A Tumor Suppressor Function of LncRNA-X in Bcr-Abl-induced Tumorigenesis

Aberrant long noncoding RNA (lncRNA) expression has been described in many human malignancies, including leukemia. Philadelphia-positive (Ph+) chronic myeloid leukemia (CML) is a stem cell disease induced by Bcr-Abl hybrid gene. Here we attempt to identify lncRNAs associated with CML by analyzing lncRNA expression profiles in K562 cells when Bcr-Abl gene silenced. LncRNA microarray analysis revealed a group of lncRNAs that exhibit Bcr-Abl-dependent expression. In this study, we focused on lncRNA-X that was downregulated by Bcr-Abl, suggesting that lncRNA-X might have a function of tumor suppression. We showed that lncRNA-X over-expression delays Bcr-Abl-induced tumorigenesis in vivo, maybe through its effect on cell survival by modulating STAT5-dependent expression of anti-apoptotic Bcl-XL protein. We also demonstrated that lncRNA-X may affect tumor formation behavior of Bcr-Abl-transformed cells by regulating signaling pathways associated with leukemia stem cells of CML. Together, these results suggest that lncRNA-X suppresses Bcr-Abl-induced tumorigenesis, and the tumor suppressor function of lncRNA-X may be of significance for exploring novel therapeutic strategies for treating CML. This microarray was performed to identify lncRNAs associated with Bcr-Abl-induced chronic myeloid leukemia (CML). Total RNAs were isolated from three independent groups of K562 cells treated with anti-Bcr-Abl or anti-luciferase shRNAs respectively, using TRIzol reagent (Invitrogen, Carlsbad, CA). Samples were amplified and labeled using a NimbleGen One-Color DNA Labeling Kit.

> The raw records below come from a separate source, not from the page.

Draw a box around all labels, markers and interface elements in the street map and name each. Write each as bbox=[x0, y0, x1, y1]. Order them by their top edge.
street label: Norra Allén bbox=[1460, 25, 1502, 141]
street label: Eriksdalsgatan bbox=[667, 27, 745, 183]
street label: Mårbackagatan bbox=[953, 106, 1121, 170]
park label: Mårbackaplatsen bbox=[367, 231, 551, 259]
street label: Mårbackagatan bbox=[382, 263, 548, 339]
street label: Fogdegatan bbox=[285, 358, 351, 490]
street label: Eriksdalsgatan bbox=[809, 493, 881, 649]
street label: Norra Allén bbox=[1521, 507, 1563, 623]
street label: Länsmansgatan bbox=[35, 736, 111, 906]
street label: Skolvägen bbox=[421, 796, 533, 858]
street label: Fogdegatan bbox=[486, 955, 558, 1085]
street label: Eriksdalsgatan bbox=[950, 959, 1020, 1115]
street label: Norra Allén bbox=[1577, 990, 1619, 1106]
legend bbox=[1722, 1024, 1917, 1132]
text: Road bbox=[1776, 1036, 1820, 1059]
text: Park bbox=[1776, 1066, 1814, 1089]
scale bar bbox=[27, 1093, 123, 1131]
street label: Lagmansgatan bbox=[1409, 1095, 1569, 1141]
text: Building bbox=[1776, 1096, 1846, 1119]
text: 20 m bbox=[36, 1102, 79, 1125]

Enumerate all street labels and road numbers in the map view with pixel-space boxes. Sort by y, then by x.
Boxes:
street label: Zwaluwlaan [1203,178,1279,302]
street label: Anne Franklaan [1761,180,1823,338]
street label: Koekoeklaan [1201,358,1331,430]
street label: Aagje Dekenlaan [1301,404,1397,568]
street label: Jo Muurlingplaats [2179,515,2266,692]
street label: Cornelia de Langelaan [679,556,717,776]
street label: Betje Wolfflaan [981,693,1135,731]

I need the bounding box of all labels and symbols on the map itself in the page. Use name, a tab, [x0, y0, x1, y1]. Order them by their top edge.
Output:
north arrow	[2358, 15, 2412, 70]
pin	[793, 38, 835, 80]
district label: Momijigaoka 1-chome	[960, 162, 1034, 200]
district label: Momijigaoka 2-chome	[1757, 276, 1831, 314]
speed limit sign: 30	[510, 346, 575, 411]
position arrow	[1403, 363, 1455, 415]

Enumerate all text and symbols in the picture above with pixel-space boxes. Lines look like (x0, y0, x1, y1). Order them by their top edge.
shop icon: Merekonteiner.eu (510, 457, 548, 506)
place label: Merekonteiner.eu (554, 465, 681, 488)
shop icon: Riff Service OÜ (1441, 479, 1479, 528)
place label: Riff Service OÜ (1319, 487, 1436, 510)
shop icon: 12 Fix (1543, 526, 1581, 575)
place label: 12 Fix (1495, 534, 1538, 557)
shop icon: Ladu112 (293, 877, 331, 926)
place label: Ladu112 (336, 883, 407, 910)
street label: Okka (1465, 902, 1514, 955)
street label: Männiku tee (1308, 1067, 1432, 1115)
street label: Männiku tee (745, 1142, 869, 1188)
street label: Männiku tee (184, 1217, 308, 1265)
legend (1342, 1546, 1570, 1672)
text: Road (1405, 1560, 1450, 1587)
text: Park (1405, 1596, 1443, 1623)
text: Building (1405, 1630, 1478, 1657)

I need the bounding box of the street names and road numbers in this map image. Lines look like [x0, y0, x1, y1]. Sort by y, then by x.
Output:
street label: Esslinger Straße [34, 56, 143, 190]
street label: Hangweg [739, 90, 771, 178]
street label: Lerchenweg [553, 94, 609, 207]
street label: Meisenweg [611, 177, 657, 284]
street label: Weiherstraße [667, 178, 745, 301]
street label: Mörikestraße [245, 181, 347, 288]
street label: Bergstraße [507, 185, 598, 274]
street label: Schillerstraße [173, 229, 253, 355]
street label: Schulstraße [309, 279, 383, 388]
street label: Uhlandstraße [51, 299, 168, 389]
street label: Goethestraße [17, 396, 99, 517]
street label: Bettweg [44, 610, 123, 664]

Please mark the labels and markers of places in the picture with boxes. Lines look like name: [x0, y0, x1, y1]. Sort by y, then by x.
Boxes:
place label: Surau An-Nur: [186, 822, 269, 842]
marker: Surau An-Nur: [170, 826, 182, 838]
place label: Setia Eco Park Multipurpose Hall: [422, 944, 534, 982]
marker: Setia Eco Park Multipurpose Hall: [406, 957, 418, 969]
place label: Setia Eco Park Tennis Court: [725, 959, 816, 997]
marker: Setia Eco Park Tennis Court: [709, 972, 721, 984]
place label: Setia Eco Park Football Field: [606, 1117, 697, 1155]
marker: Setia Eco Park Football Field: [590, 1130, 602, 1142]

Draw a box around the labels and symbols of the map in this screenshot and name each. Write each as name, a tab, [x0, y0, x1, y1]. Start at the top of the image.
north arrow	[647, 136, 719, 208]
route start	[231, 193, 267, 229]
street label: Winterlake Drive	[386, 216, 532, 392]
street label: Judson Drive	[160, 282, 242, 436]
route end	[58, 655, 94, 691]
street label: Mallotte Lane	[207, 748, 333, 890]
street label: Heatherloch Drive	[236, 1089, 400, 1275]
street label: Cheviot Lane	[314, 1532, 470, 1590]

异常长链非编码RNA（long noncoding RNA, lncRNA）的表达异常已在包括白血病在内的多种人类恶性肿瘤中被报道。费城染色体阳性（Philadelphia-positive, Ph+）慢性髓系白血病（chronic myeloid leukemia, CML）是由Bcr-Abl融合基因诱导的干细胞疾病。本研究旨在通过分析Bcr-Abl基因沉默时K562细胞内的lncRNA表达谱，鉴定与CML相关的lncRNA。长链非编码RNA芯片分析揭示了一组受Bcr-Abl调控表达的lncRNA。本研究重点关注了被Bcr-Abl下调的lncRNA-X，提示lncRNA-X可能发挥抑癌作用。本研究证实，lncRNA-X过表达可延缓Bcr-Abl诱导的体内肿瘤发生，这一效应可能通过调控信号转导与转录激活因子5（signal transducer and activator of transcription 5, STAT5）依赖的抗凋亡Bcl-XL蛋白表达、进而影响细胞存活来实现。此外，本研究还发现lncRNA-X可通过调控与CML白血病干细胞相关的信号通路，改变Bcr-Abl转化细胞的成瘤特性。综上，本研究结果表明lncRNA-X可抑制Bcr-Abl诱导的肿瘤发生，其抑癌功能对于探索CML的新型治疗策略具有重要价值。本项芯片实验的目的为鉴定与Bcr-Abl诱导的慢性髓系白血病（CML）相关的lncRNA。实验分别采用抗Bcr-Abl短发夹RNA（short hairpin RNA, shRNA）与抗荧光素酶shRNA处理三组独立的K562细胞样本，使用TRIzol试剂（Invitrogen公司，加利福尼亚州卡尔斯巴德市）提取总RNA。样本通过NimbleGen单通道DNA标记试剂盒完成扩增与标记。